Si Yakuza Punishment : Lynch (1969) fait quelque peu exception à l’ensemble de la série dans sa caractérisation d’un univers éminemment masculin, Porno jidaigeki : Bohachi bushido n’en est pas moins singulier à plus d’un titre. Réalisé sous l’impulsion d’un autre empereur du bis, le mythique acteur Tetsuro Tamba, totalisant un palmarès de près de trois cent participations, qui possédait à l’époque les droits d’adaptation du manga éponyme de Kazuo Koike (Baby Cart, Lady Snowblood, Hanzo the Razor, Demon Spies...), cet épisode qui connaîtra une suite moins glorieuse sous la caméra du tâcheron Takashi Harada (quelques opus de la série Blind Yakuza Monk et Killer Priest), réunit deux anciens compères qui firent jadis les beaux jours de la Shintoho.

Shiro, un ronin nihiliste sans foi ni loi doublé d’un sabreur hors pair, passe son temps à trucider ses ennemis.
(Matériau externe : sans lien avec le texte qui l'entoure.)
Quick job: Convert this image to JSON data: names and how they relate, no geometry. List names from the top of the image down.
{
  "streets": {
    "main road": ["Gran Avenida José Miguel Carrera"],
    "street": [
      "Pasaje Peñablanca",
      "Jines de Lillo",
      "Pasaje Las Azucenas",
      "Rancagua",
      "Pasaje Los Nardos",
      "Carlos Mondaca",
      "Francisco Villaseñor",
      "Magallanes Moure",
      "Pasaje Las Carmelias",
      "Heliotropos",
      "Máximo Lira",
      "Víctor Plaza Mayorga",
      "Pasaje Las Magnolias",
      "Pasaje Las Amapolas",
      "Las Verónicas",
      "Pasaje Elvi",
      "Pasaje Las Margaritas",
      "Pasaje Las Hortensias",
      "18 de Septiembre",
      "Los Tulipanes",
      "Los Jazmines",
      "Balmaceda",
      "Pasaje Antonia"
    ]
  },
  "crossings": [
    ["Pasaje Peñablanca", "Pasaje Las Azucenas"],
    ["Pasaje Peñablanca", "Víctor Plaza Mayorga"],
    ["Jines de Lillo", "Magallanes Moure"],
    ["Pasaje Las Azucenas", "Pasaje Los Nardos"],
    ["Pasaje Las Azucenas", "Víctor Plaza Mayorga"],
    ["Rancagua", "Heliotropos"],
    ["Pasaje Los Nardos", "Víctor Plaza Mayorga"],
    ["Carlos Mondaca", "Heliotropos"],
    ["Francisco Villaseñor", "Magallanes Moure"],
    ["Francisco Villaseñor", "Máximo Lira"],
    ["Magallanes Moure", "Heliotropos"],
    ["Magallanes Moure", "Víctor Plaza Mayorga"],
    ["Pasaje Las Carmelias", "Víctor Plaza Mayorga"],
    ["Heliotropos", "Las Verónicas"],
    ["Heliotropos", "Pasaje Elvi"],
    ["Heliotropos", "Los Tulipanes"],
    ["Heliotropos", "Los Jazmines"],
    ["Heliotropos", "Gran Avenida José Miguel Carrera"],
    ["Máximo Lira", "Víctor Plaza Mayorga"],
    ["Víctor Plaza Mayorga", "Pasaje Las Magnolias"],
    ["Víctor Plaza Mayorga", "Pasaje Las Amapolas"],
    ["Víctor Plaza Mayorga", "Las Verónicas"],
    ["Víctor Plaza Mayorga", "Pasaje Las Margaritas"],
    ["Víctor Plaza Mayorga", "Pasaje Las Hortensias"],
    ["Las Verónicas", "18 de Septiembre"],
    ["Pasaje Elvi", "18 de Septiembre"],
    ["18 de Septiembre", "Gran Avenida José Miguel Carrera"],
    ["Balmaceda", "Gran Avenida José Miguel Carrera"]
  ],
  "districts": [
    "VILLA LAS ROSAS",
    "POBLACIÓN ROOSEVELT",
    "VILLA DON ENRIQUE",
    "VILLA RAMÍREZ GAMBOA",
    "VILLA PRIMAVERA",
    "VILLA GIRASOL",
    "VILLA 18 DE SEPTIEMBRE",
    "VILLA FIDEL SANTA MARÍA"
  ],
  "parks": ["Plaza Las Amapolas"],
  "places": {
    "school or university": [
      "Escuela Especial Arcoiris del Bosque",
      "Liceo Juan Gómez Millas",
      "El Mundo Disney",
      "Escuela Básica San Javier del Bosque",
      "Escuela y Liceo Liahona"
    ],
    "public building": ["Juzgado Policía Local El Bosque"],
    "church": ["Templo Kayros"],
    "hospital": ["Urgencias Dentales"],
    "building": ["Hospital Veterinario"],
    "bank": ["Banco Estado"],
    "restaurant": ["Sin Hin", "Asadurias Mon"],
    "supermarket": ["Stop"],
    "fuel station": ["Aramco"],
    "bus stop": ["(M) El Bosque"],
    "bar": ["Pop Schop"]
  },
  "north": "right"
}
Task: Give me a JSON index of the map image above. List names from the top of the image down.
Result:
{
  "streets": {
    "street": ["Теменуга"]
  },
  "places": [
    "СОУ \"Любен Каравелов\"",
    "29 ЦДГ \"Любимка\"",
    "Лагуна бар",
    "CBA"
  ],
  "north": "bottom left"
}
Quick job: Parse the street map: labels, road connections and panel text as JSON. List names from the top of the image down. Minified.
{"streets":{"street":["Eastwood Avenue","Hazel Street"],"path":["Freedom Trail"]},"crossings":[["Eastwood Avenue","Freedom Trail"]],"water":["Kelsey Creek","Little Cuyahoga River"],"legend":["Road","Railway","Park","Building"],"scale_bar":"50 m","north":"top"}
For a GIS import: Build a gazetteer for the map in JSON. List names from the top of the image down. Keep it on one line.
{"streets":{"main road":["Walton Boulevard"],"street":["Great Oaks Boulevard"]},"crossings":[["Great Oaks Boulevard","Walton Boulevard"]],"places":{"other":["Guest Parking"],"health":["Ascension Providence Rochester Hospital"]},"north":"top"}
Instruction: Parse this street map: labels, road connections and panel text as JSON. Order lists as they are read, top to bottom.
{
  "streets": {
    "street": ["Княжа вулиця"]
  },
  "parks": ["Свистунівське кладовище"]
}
Trimbalant son mal-être, il tente de se suicider en se jetant d’un pont au cours d’une de ses nombreuses rixes sanguinaires. A son étonnement il se voit réanimé par le corps chaud et doux des prostituées du clan Bohachi, contrôlant le quartier des plaisir de la capitale, Yoshiwara. Ce clan aux stratégies machiavéliques et aux règles de vie des plus curieuses, se propose d’embaucher Shiro afin de débarrasser la ville de la concurrence déloyale de la prostitution qui fleurit librement. Mais ce dernier comprend bien vite qu’il est l’objet de manipulations.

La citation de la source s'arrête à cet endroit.